Wednesday, September 30, 2015

Bye, Berlin.

It turns out, I didn't get the scholarship that would have been my saving grace, and made it easier/possible to go back to Germany and do the PhD. It's unfortunate, and I'm upset about it. But, I also have to remember that it was never a given. And I've already achieved so much in my time abroad. It looks like my international adventure is coming to an end, at least for the time being.

So, I might have "failed" in a sense. But, I have failed spectacularly. 

Saturday, September 26, 2015

Last (?) blog from Berlin

And, as is tradition with this blog, here is a picture of my freshly packed Koffer




I've lived in this room for the last 15 months. I don't feel weird about leaving it per se, it's more of a strange feeling of going on to the next chapter of my life without exactly knowing what that chapter is going to look like. I've been hearing from friends and family and people who love me that everything is going to turn out okay.

So far, I've sent out 104 applications for jobs in the US, Germany, and other countries. It's all a bit nerve-wracking and I don't know what's going to happen. But, I feel like with my experience and degrees and languages and motivation, the only thing that could go wrong is I somehow fail to represent that in my resume or my cover letter doesn't convey it correctly for whatever reason. It's there; I know it is, I just hope someone recognizes it.
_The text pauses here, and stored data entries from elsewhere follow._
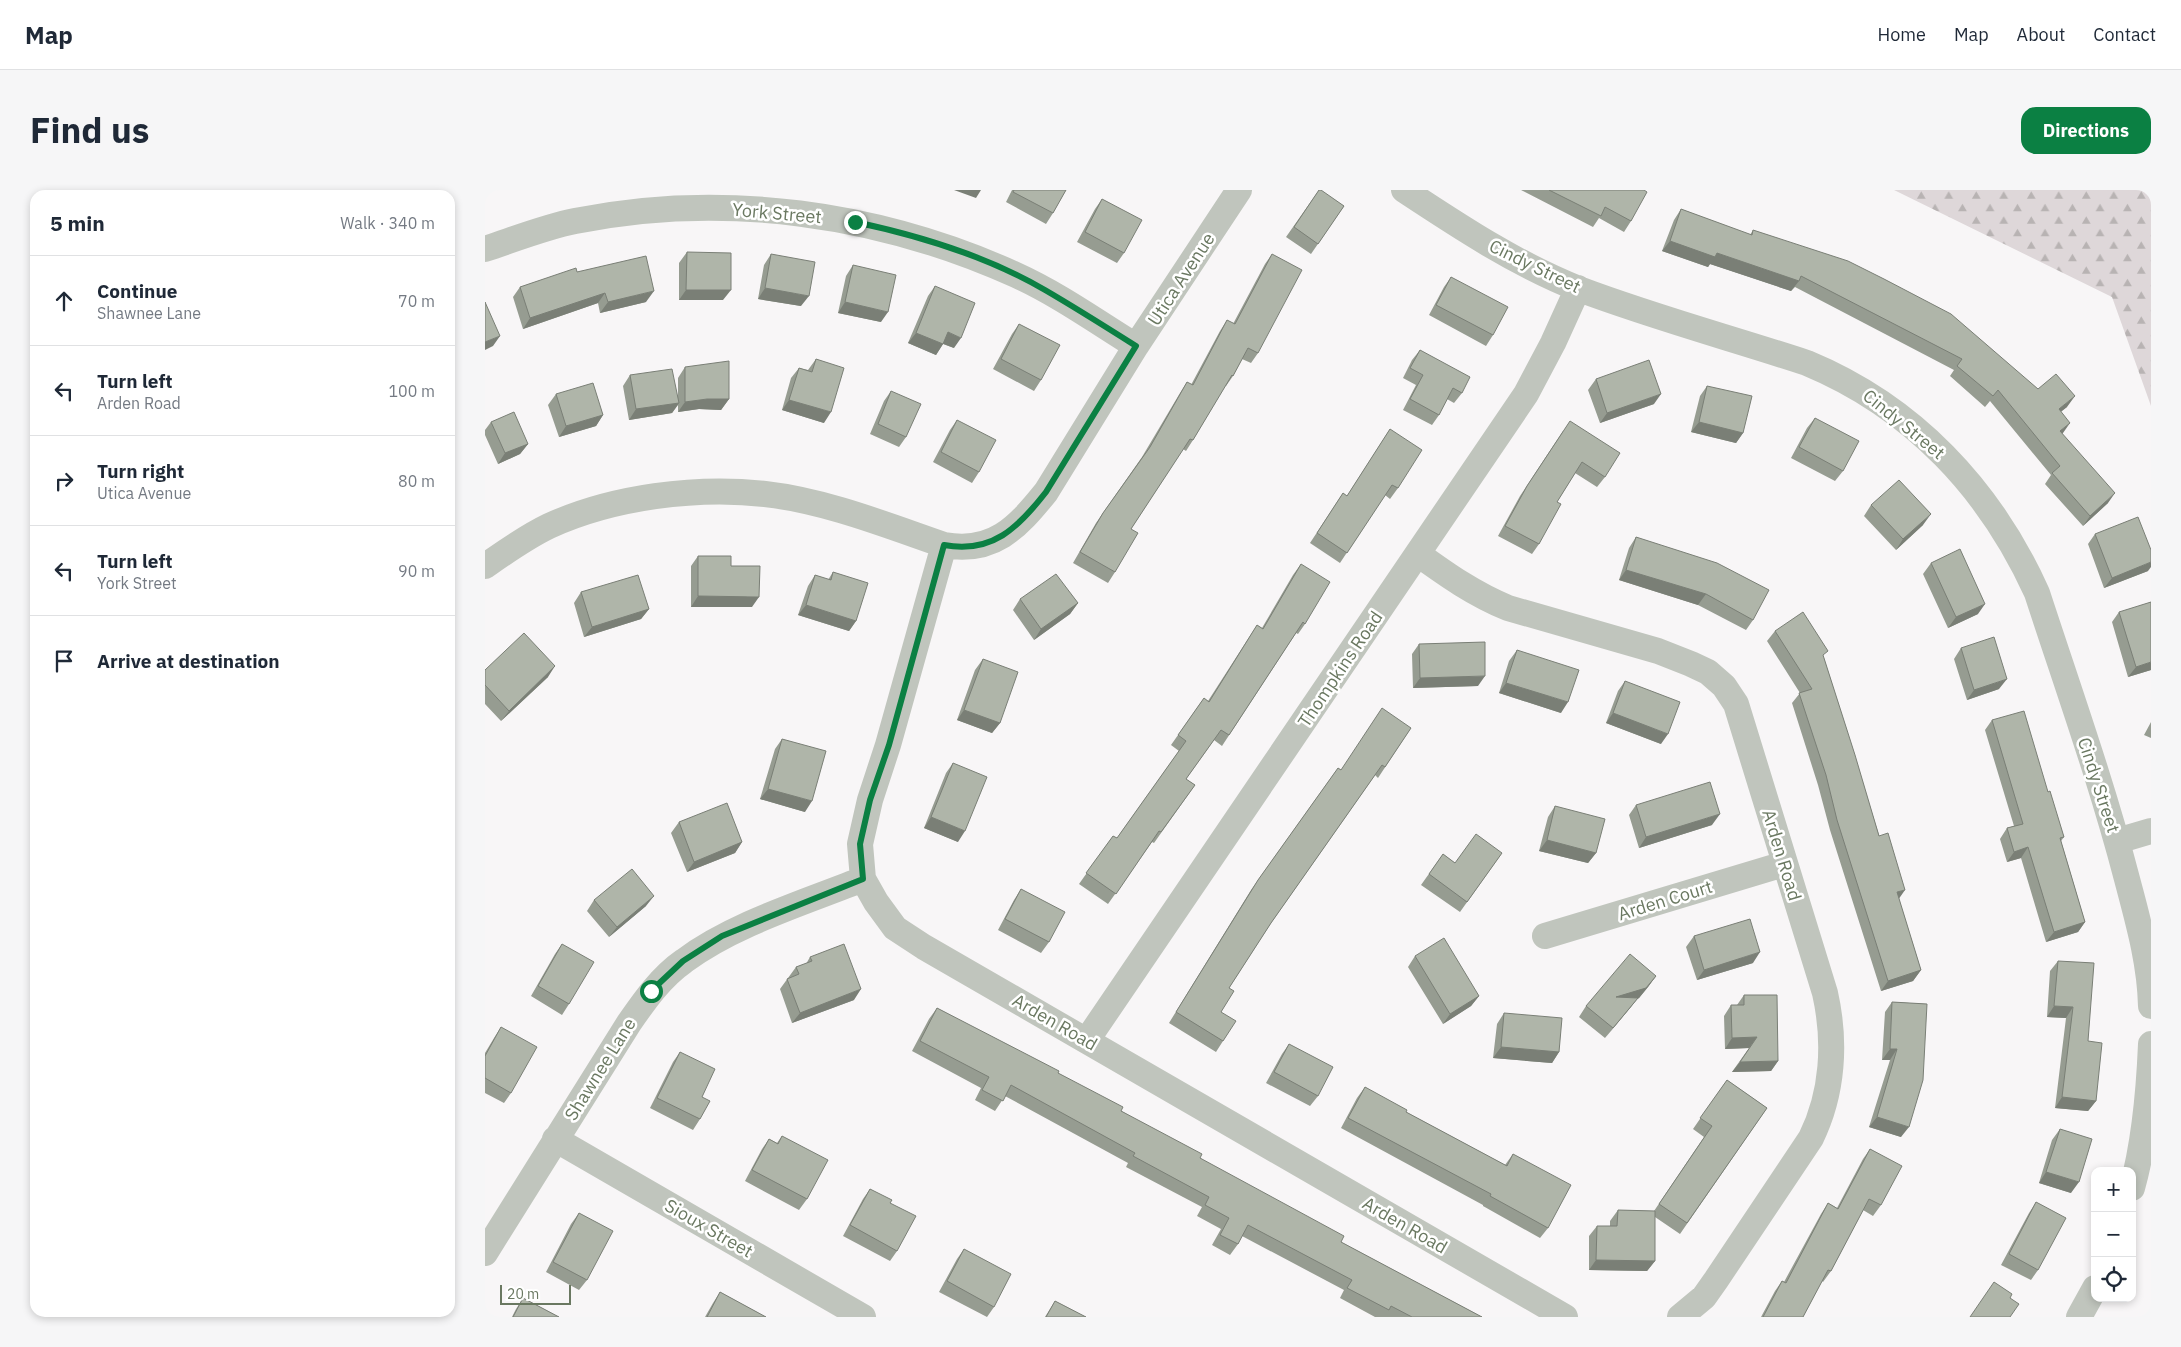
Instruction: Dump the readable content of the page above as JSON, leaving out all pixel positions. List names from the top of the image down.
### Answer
{
  "streets": {
    "street": [
      "York Street",
      "Cindy Street",
      "Utica Avenue",
      "Thompkins Road",
      "Arden Road",
      "Arden Court",
      "Shawnee Lane",
      "Sioux Street"
    ]
  },
  "crossings": [
    ["York Street", "Utica Avenue"],
    ["Cindy Street", "Thompkins Road"],
    ["Utica Avenue", "Arden Road"],
    ["Thompkins Road", "Arden Road"],
    ["Arden Road", "Arden Court"],
    ["Arden Road", "Shawnee Lane"],
    ["Shawnee Lane", "Sioux Street"]
  ],
  "scale_bar": "20 m",
  "page": {
    "header": "Map",
    "nav": [
      "Home",
      "Map",
      "About",
      "Contact"
    ],
    "title": "Find us",
    "buttons": "Directions",
    "heading": ["5 min", "Walk · 340 m"],
    "list": [
      ["Continue", "Shawnee Lane", "70 m"],
      ["Turn left", "Arden Road", "100 m"],
      ["Turn right", "Utica Avenue", "80 m"],
      ["Turn left", "York Street", "90 m"],
      "Arrive at destination"
    ],
    "map_buttons": ["+", "−"],
    "scale": "20 m"
  }
}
It kind of all boils down to waiting to hear back about that scholarship from the University. If they say yes, then all of this frantic applying will have been for naught. If they say no (which is likely), hopefully one of my attempts to find gainful employment will be fruitful.

I suppose I will know more after next Tuesday.

Saturday, September 19, 2015

I'm going back and forth

on coming back to Berlin after I go to the US for a month (ha. see what I did there?) My plan is...I don't know...to go there from the 26th of September to the 21st of October. At least I'm looking forward to seeing my family and friends and eating food and enjoying California weather.

The scholarship committee pushed back their decision date. I won't know now until September 29th. Also, the final transcript of my MA will probably not be ready for the official admission to the PhD program on the 19th of October. I have my appointment with the foreigner office on the 10th of November, which is just inconvenient because I might not get my visa extended and then have to leave the country after being back in Berlin for two weeks. (also finding an apartment? buh)

In the past three weeks, I've applied for about 50 jobs in the US, Germany, and a couple of other places. So far, all I've made it to is the second round of a mostly unpaid position in Peru, which would be cool other than the no money part. All the other things are mired in bureaucracy, meaning I will have to wait until mid to late October to hear back. I also have an interview next week for a job at a bookstore in Berlin to keep me afloat, should I decide to come back and the person in the foreigner office decides to be merciful. There are so many uncertainties and I feel defeated and overwhelmed. It's all like a giant chain of events/syllogism: If A, then B, then C but if not A but B, then not C and also if 4 then 9 and purple but also § and ?..... oh :(

It's possibly my last weekend living in Berlin, and my throat hurts and I'm just laying here, spinning my bogged-down wheels and sifting through stale job ads. Hope something gives soon. 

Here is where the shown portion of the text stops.